Clearly, one of the major factors that have contributed to the upsurge in the rate of inflation in 2018-19 is the on-going depreciation in the value of the rupee. Between March 2018 and March 2019, the value of the national currency has gone down by 21 percent. Historically, on the average, a 1 percent fall in the value of the rupee has meant a 0.35 percent rise in the overall CPI due to the increase in the landed cost of imported items. As such, due to this effect alone, the inflation rate in March 2019 should be higher than March 2018 by 7 percentage points. The difference, however, is actually just over 6 percentage points. This highlights the fact that the full impact of the Rupee devaluation has not yet been fully transmitted into higher domestic prices.
Also, the increase in energy prices is having a cost push impact on the prices of a large number of items. Further, the high rate of expansion in money supply, especially in currency in circulation of 16 percent, is leading also to demand-pull inflation. This has been caused by the printing of money to finance the record level of borrowing by the MOF from the SBP.
The Federal Ministry of Finance has recently raised an objection with the PBS for inflating the increase in the CPI in March 2019 by almost 1.2 percentage points. Apparently, this has been caused by faulty averaging of the increase in gas and electricity prices. Accordingly, it is argued that the SBP has wrongly raised the policy rate to 10.75 percent recently.

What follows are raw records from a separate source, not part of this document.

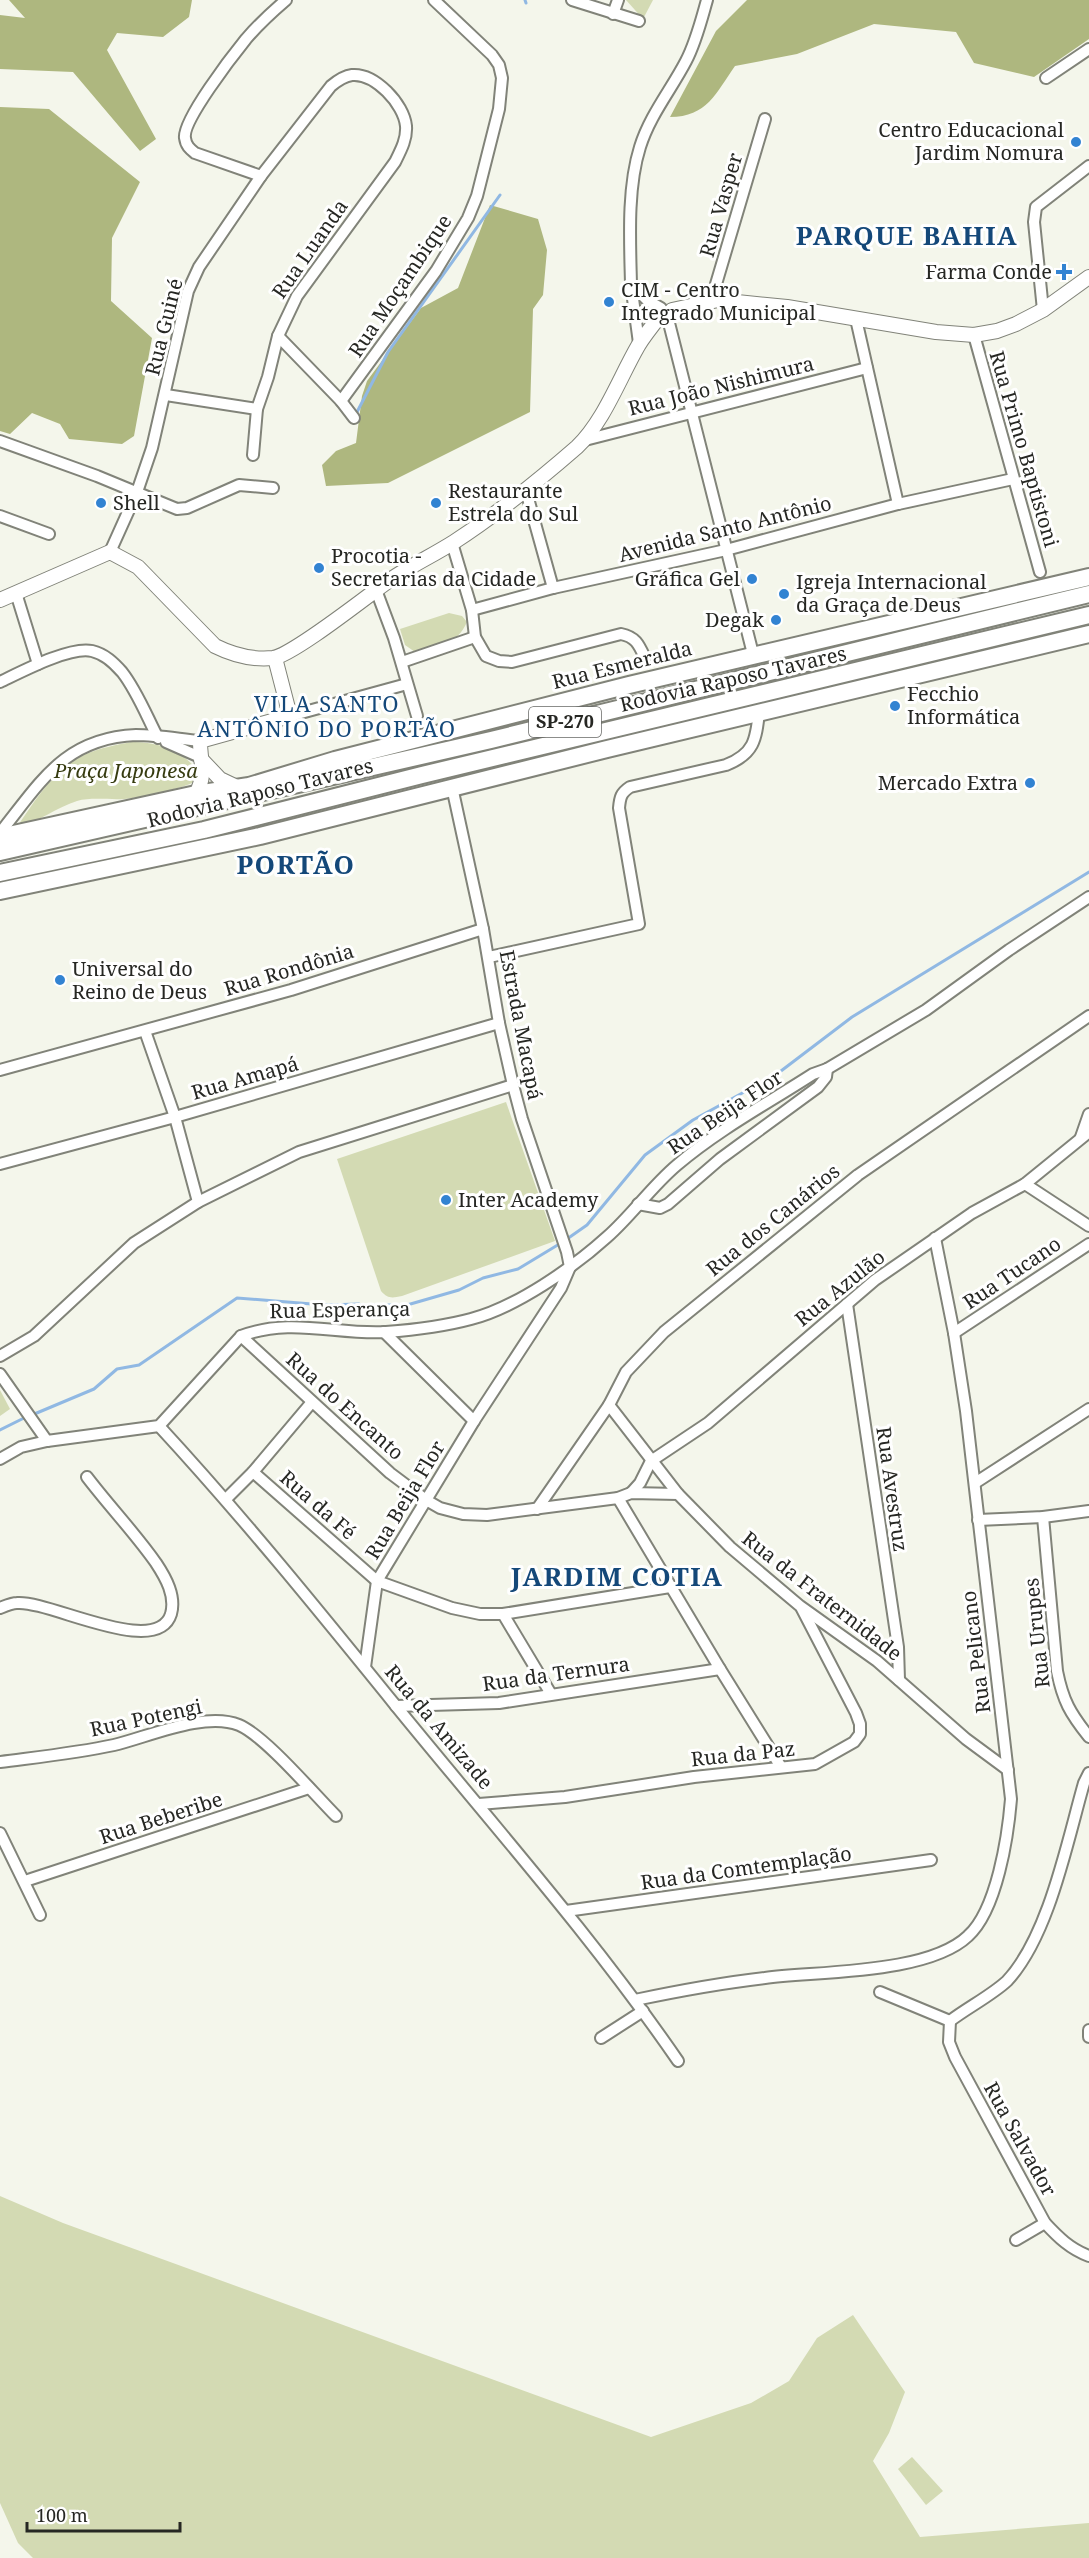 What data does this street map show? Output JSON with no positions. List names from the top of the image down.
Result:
{
  "streets": {
    "highway": ["Rua Esmeralda", "Rodovia Raposo Tavares", "SP-270"],
    "street": [
      "Rua Vasper",
      "Rua Luanda",
      "Rua Moçambique",
      "Rua Guiné",
      "Rua João Nishimura",
      "Rua Primo Baptistoni",
      "Avenida Santo Antônio",
      "Rua Rondônia",
      "Estrada Macapá",
      "Rua Amapá",
      "Rua Beija Flor",
      "Rua dos Canários",
      "Rua Tucano",
      "Rua Azulão",
      "Rua Esperança",
      "Rua do Encanto",
      "Rua Avestruz",
      "Rua da Fé",
      "Rua da Fraternidade",
      "Rua Urupes",
      "Rua Pelicano",
      "Rua da Ternura",
      "Rua Potengi",
      "Rua da Amizade",
      "Rua da Paz",
      "Rua Beberibe",
      "Rua da Comtemplação",
      "Rua Salvador"
    ]
  },
  "crossings": [
    ["Rua Luanda", "Rua Guiné"],
    ["Rua Primo Baptistoni", "Avenida Santo Antônio"],
    ["Rua Rondônia", "Estrada Macapá"],
    ["Estrada Macapá", "Rua Amapá"],
    ["Estrada Macapá", "Rua Beija Flor"],
    ["Estrada Macapá", "Rua Esperança"],
    ["Rua Beija Flor", "Rua Esperança"],
    ["Rua Beija Flor", "Rua do Encanto"],
    ["Rua Beija Flor", "Rua da Fé"],
    ["Rua Beija Flor", "Rua da Amizade"],
    ["Rua dos Canários", "Rua da Fraternidade"],
    ["Rua Tucano", "Rua Pelicano"],
    ["Rua Azulão", "Rua Avestruz"],
    ["Rua Azulão", "Rua da Fraternidade"],
    ["Rua Azulão", "Rua Pelicano"],
    ["Rua Esperança", "Rua do Encanto"],
    ["Rua Avestruz", "Rua da Fraternidade"],
    ["Rua da Fraternidade", "Rua Pelicano"],
    ["Rua da Fraternidade", "Rua da Paz"],
    ["Rua Pelicano", "Rua da Amizade"],
    ["Rua da Ternura", "Rua da Amizade"],
    ["Rua Potengi", "Rua Beberibe"],
    ["Rua da Amizade", "Rua da Paz"],
    ["Rua da Amizade", "Rua da Comtemplação"]
  ],
  "districts": [
    "PARQUE BAHIA",
    "VILA SANTO ANTÔNIO DO PORTÃO",
    "PORTÃO",
    "JARDIM COTIA"
  ],
  "parks": ["Praça Japonesa"],
  "places": {
    "other": [
      "Centro Educacional Jardim Nomura",
      "CIM - Centro Integrado Municipal",
      "Shell",
      "Restaurante Estrela do Sul",
      "Procotia - Secretarias da Cidade",
      "Gráfica Gel",
      "Igreja Internacional da Graça de Deus",
      "Degak",
      "Fecchio Informática",
      "Mercado Extra",
      "Universal do Reino de Deus",
      "Inter Academy"
    ],
    "health": ["Farma Conde"]
  },
  "scale_bar": "100 m"
}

However, the policy rate is not linked to the overall CPI but to the 'core' rate of inflation. This measure is derived by excluding both food and energy prices. As such, gas and electricity prices are not part of the 'core' price index. In fact, the 'core' rate of inflation stands currently at 8.5 percent. Normally, the policy rate of the SBP is at least two percentage points above the 'core' rate of inflation. As such, the policy rate at 10.75 percent does not appear to be significantly biased upwards.
There is unfortunately the prospect that the process of depreciation of the Rupee will continue, thereby sustaining a double-digit inflation for some time. As such, in the presence of growing prices and rising unemployment, there is the likelihood that almost 4 million people could fall below the poverty line in 2018-19.
Therefore, the Government must give high priority to social protection at this time of adversity. First, there is need to raise the cash transfers to poor families by 10 percent or so under the BISP. Second, the number of outlets of the Utility Stores Corporation must be increased substantially.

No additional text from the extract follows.